Phil Tuttle

Personal information
- Full name: Philip Tuttle
- Date of birth: October 19, 1987 (age 37)
- Place of birth: Hooksett, New Hampshire, United States
- Height: 6 ft 1 in (1.85 m)
- Position(s): Goalkeeper

Youth career
- 2006–2010: Notre Dame Fighting Irish

Senior career*
- Years: Team / Apps / (Gls)
- 2008: Indiana Invaders / 8 / (0)
- 2009: New Hampshire Phantoms / 2 / (0)
- 2011: Harrisburg City Islanders / 5 / (0)
- 2013: Wilmington Hammerheads / 14 / (0)

= Phil Tuttle =

American soccer player

Phil Tuttle (born October 19, 1987, in Hooksett, New Hampshire) is an American soccer player.

==Career==

===College and amateur===
Tuttle is a product of the University of Notre Dame, where during his five years he appeared in 33 games, starting 29 and posted a 0.94 goals against average with nine shutouts. He ended his collegiate career with a 16-10-4 record and helped lead the Irish to the second round of the NCAA Tournament in 2008, 2009 and 2010.

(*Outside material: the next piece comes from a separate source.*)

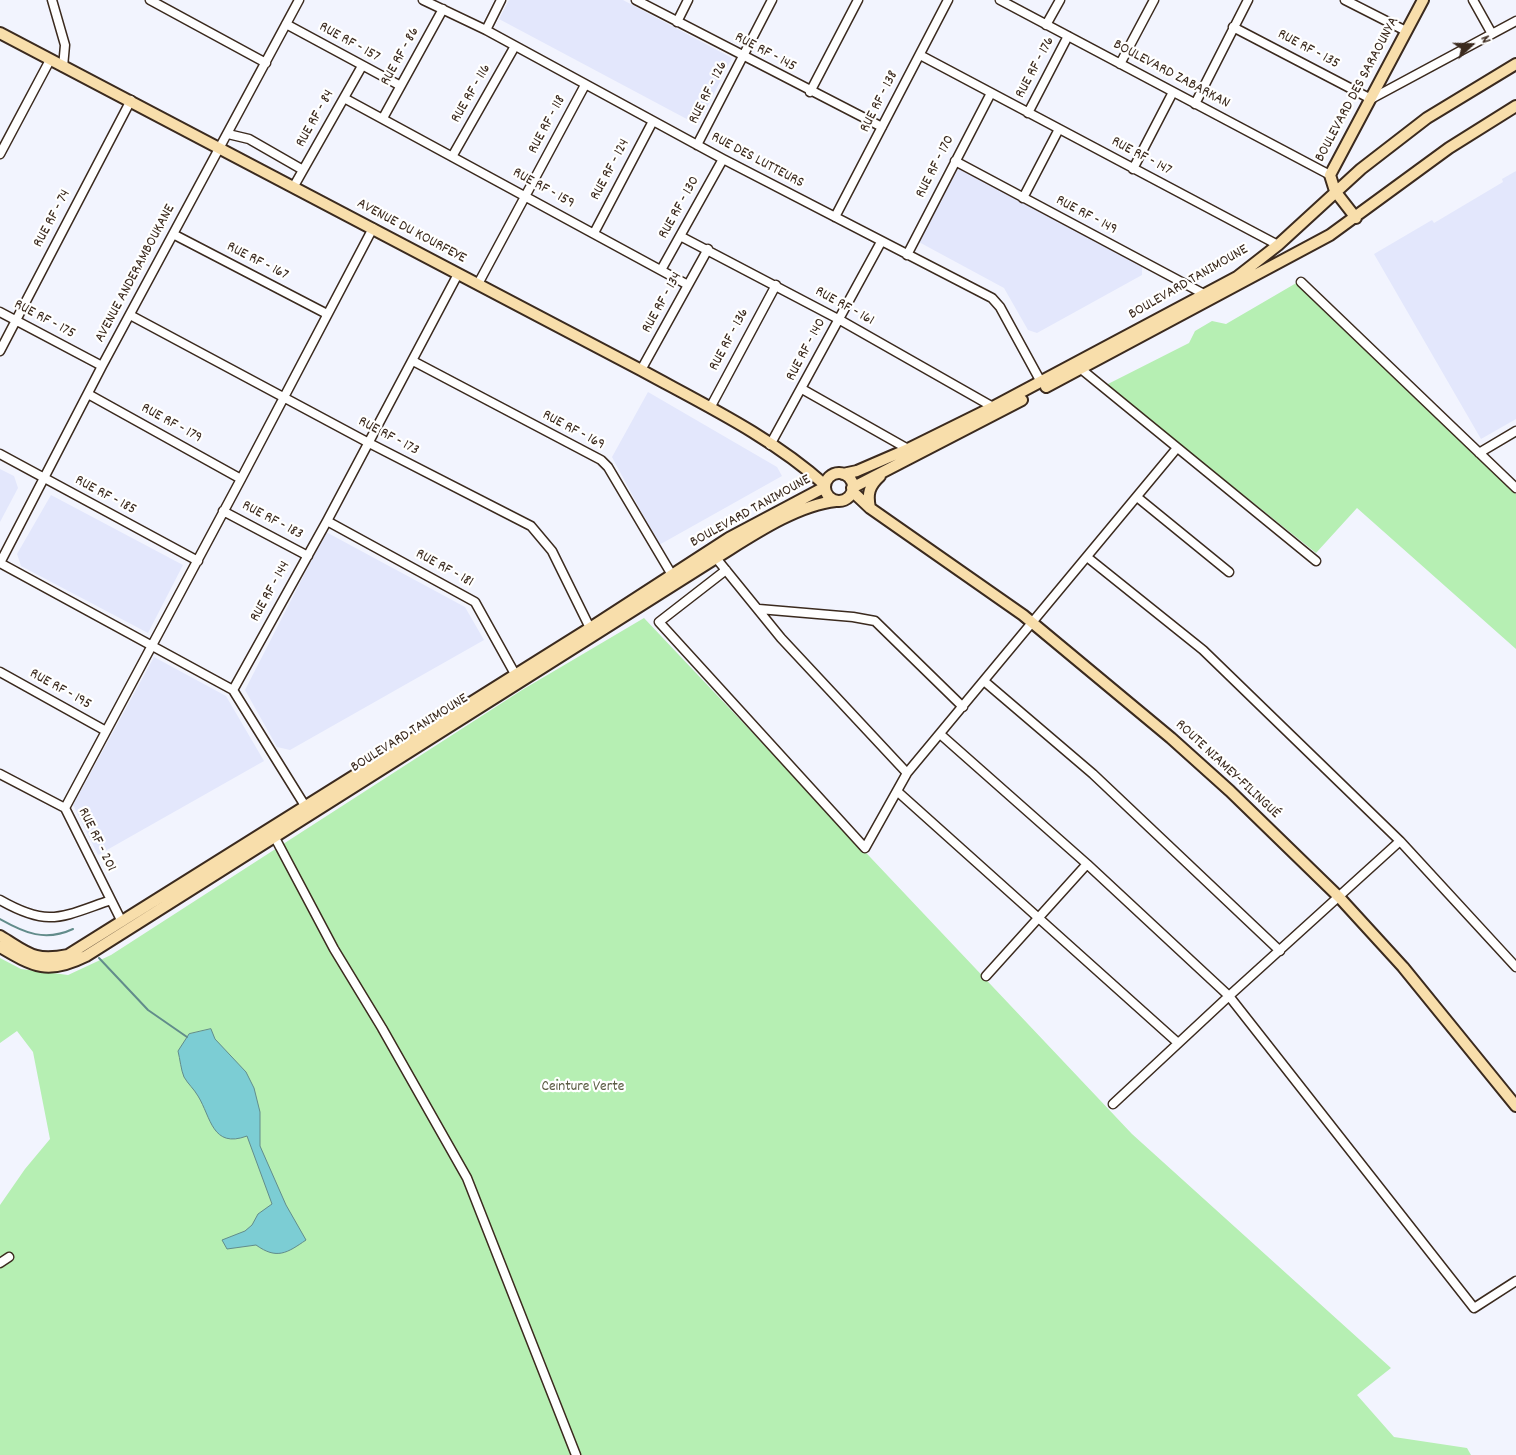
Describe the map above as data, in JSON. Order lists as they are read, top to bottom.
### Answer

During his college years, Tuttle also played in the USL Premier Development League for Indiana Invaders and New Hampshire Phantoms.

===Professional===
On January 18, 2011, Tuttle was drafted in the second round (33rd overall) in the 2011 MLS Supplemental Draft by San Jose Earthquakes, but was released by the club without signing. Tuttle signed his first professional contract with Harrisburg City Islanders on April 12, 2011.